**DATA EXTRACTS:**
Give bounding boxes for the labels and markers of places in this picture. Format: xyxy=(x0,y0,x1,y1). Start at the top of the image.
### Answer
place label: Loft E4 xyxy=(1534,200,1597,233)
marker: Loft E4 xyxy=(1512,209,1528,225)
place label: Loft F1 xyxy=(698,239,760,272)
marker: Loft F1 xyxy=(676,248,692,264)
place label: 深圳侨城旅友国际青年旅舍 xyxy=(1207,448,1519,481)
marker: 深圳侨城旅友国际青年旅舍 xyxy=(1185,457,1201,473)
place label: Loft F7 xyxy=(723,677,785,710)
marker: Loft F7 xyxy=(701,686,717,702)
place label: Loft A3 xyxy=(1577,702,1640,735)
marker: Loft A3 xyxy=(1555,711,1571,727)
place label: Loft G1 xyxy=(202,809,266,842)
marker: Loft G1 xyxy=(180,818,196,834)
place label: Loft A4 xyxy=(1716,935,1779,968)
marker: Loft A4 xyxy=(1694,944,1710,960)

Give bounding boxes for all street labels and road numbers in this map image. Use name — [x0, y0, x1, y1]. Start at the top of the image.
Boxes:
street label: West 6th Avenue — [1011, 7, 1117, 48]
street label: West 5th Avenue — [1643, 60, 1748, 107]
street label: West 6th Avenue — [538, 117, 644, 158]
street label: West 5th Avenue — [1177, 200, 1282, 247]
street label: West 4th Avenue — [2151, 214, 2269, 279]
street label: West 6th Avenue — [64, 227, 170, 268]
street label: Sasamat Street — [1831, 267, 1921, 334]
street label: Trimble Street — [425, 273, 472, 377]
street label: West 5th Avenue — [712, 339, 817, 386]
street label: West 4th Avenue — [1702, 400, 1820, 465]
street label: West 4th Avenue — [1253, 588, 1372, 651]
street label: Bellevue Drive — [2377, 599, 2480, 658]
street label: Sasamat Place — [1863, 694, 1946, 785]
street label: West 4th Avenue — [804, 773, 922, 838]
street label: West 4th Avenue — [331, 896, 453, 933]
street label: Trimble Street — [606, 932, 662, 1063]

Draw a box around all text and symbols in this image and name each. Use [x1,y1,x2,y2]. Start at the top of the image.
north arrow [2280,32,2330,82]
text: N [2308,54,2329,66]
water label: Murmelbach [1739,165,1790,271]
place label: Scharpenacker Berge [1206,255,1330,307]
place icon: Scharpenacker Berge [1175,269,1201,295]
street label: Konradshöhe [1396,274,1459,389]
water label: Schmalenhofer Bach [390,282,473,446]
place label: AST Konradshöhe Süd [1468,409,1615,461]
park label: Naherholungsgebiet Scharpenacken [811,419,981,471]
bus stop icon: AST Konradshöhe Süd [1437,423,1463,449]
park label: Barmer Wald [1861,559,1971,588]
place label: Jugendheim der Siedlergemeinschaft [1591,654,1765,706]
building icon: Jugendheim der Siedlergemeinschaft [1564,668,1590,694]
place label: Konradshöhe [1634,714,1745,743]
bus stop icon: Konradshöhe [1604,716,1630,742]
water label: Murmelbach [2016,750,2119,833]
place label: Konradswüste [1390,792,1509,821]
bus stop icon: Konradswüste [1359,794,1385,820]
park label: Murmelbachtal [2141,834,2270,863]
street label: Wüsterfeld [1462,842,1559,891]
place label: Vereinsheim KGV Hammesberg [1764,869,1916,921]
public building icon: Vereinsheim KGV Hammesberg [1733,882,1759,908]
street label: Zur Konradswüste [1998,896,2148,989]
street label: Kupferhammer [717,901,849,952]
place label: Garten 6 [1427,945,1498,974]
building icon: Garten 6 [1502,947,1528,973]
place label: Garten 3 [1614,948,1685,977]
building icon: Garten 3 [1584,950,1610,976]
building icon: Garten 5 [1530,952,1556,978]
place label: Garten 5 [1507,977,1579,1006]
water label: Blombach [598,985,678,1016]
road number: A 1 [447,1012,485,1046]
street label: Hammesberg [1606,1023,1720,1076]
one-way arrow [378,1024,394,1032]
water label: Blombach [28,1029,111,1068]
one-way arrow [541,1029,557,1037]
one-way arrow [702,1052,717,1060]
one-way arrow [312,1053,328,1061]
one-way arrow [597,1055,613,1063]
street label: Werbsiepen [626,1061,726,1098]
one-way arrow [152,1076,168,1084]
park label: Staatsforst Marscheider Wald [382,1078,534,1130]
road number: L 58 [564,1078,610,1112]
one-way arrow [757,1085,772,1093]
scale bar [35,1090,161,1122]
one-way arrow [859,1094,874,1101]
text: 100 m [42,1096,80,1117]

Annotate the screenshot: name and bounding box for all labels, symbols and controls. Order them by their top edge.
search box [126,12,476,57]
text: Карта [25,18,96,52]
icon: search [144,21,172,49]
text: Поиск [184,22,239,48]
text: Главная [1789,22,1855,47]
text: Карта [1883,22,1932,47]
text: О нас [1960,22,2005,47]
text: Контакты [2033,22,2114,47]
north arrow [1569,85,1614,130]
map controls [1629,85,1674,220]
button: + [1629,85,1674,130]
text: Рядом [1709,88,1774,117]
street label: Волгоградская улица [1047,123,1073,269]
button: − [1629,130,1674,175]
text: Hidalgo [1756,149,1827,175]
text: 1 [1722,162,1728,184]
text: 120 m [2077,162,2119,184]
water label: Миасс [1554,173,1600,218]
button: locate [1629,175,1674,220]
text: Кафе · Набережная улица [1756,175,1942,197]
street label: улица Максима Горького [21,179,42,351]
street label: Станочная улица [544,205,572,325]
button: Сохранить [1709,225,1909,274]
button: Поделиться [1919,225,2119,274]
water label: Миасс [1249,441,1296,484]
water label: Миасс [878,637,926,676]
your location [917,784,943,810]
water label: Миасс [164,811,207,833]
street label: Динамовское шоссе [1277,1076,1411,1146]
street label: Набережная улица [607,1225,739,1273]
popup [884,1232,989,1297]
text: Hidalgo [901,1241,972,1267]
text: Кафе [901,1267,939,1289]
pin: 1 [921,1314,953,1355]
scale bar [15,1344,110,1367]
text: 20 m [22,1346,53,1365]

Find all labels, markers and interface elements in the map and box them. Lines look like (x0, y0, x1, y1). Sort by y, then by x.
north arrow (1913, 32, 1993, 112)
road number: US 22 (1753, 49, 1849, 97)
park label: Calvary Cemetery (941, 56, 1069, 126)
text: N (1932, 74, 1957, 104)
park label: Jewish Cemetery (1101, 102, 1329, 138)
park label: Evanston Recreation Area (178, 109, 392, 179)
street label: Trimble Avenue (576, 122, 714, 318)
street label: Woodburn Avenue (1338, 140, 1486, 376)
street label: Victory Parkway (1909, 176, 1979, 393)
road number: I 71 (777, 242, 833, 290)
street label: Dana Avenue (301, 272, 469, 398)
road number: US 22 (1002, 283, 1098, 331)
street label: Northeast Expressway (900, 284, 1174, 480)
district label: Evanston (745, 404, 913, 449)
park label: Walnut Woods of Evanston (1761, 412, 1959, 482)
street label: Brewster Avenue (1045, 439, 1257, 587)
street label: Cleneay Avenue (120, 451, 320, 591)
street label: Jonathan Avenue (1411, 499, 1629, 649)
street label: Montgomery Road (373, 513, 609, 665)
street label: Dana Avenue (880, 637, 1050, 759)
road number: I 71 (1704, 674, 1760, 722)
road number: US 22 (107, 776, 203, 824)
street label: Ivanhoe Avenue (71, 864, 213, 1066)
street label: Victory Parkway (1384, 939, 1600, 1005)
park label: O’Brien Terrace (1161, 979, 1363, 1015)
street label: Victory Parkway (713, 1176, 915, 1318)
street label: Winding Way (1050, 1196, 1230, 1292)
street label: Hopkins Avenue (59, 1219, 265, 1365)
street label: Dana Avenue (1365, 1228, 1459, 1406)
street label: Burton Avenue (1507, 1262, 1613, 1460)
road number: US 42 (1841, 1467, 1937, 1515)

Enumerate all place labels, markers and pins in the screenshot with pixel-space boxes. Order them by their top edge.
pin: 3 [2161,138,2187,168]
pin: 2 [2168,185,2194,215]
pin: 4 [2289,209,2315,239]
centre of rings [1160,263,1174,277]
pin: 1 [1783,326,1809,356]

**ASSIGNMENT:** Which lines of the records contain the word "Parkway"? Copy each of them.

**EXERCISE SOLUTION:**
street label: Victory Parkway (1909, 176, 1979, 393)
street label: Victory Parkway (1384, 939, 1600, 1005)
street label: Victory Parkway (713, 1176, 915, 1318)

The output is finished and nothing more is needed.